In his recent book titled Erosion: The Psychopathology of Self-Criticism (published by Oxford University Press), Shahar offers a novel theory that illuminates the development of self-criticism throughout the life span. The theory depicts criticism in general and self-criticism in particular, as a distorted and addictive form of self-knowledge, which is amalgamated by societal norms and rules as well as by brain structures and functions.

===Resilience and stress-resistance===
Complementing his interest in psychological vulnerability is Shahar's fascination with the notion of resilience, i.e., individuals' ability to develop and thrive in the face of stressful conditions. However, Shahar is critical towards the notion that resilience is distinct from risk. Instead, he posits that any factor may confer both risk and resilience. Underlying this dialectic position on risk and resilience is Shahar's argument, whereby psychosocial factors are inherently multifaceted and multilayered, with some “variance facets” positively associated with health and illness, and others negatively associated with these outcomes. His work on adolescent perceived social support, carried out primarily with his chief collaborator, Prof. Christopher Henrich from Georgia State University, demonstrates this theoretical position. Shahar and Henrich, and their respective colleagues and students, have been examining the effects of social support from friends, parents, and school personnel on adolescents’ psychopathology and risk behaviors. They studied both community-dwelling American adolescents and Israeli adolescents who are routinely exposed to political and terror violence. Their research shows that, in most instances, perceived social support is a double-edged sword, conferring both risk and resilience. An exception to this pattern appears to be perceived social support from family members, which – according to Shahar and Henrich – should be the principal target of preventive interventions.

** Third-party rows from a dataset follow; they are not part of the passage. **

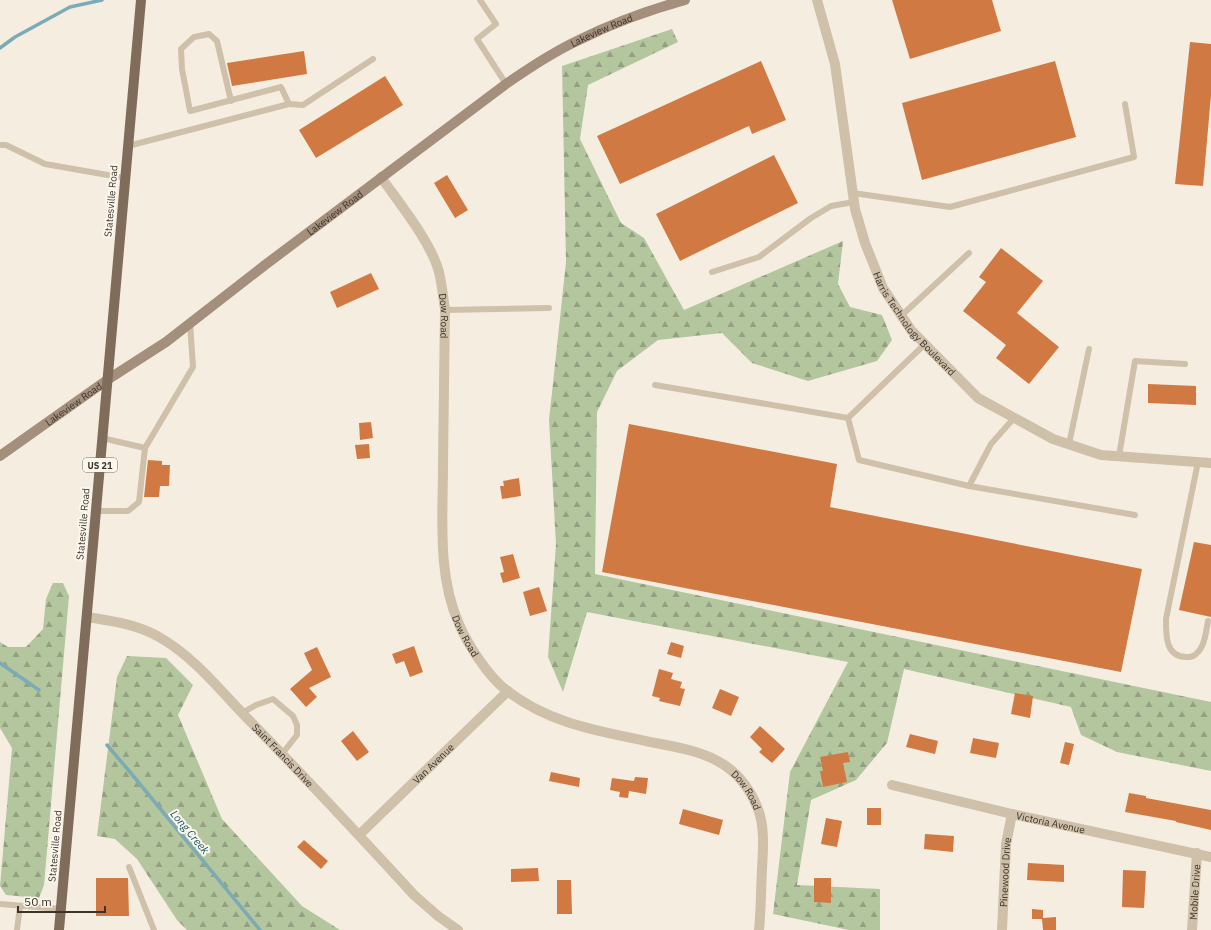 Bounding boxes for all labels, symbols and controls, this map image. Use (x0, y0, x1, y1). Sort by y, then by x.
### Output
street label: Lakeview Road (568, 11, 634, 50)
street label: Statesville Road (101, 165, 121, 237)
street label: Lakeview Road (304, 187, 365, 238)
street label: Harris Technology Boulevard (871, 270, 959, 378)
street label: Dow Road (436, 292, 452, 339)
street label: Lakeview Road (42, 379, 104, 429)
road number: US 21 (83, 458, 117, 472)
street label: Statesville Road (73, 488, 93, 560)
street label: Dow Road (449, 613, 482, 659)
street label: Saint Francis Drive (249, 721, 317, 790)
street label: Van Avenue (410, 740, 457, 786)
street label: Dow Road (729, 767, 764, 812)
water label: Long Creek (168, 807, 213, 857)
street label: Victoria Avenue (1015, 809, 1087, 836)
street label: Statesville Road (45, 810, 65, 882)
street label: Pinewood Drive (997, 835, 1014, 907)
street label: Mobile Drive (1186, 863, 1203, 920)
scale bar (18, 888, 105, 914)
text: 50 m (24, 894, 52, 909)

===Psychotherapy integration===
Shahar is a leading figure in the psychotherapy integration movement, which emphasizes the importance of transcending the traditional schools of thought in psychotherapy (e.g., the psychodynamic, cognitive-behavioral, humanistic –existential, and family-systems). He integrates psychodynamic, existential, and cognitive therapeutic techniques into a coherent theoretical gestalt, and applies this gestalt to the treatment of adolescents and young adults who present chronic, comorbid, complex, and treatment-resistant psychopathology.

== Academic and clinical leadership ==
From 2012 to 2016, Shahar served as chief editor of the Journal of Psychotherapy Integration (JPI). He is one of the co-founders of OFAKIM, an Israeli movement advocating the bridging of science and practice in Israeli professional psychology, and has also founded an online group listserv discussing the links between psychoanalysis and empirical research. He has served twice as director of Clinical Psychology Track at BGU, and has founded and directed the Center for the Advancement of Research on Stress and related disorders (BGU-CARES). He currently heads the Behavioral Science undergraduate program at BGU.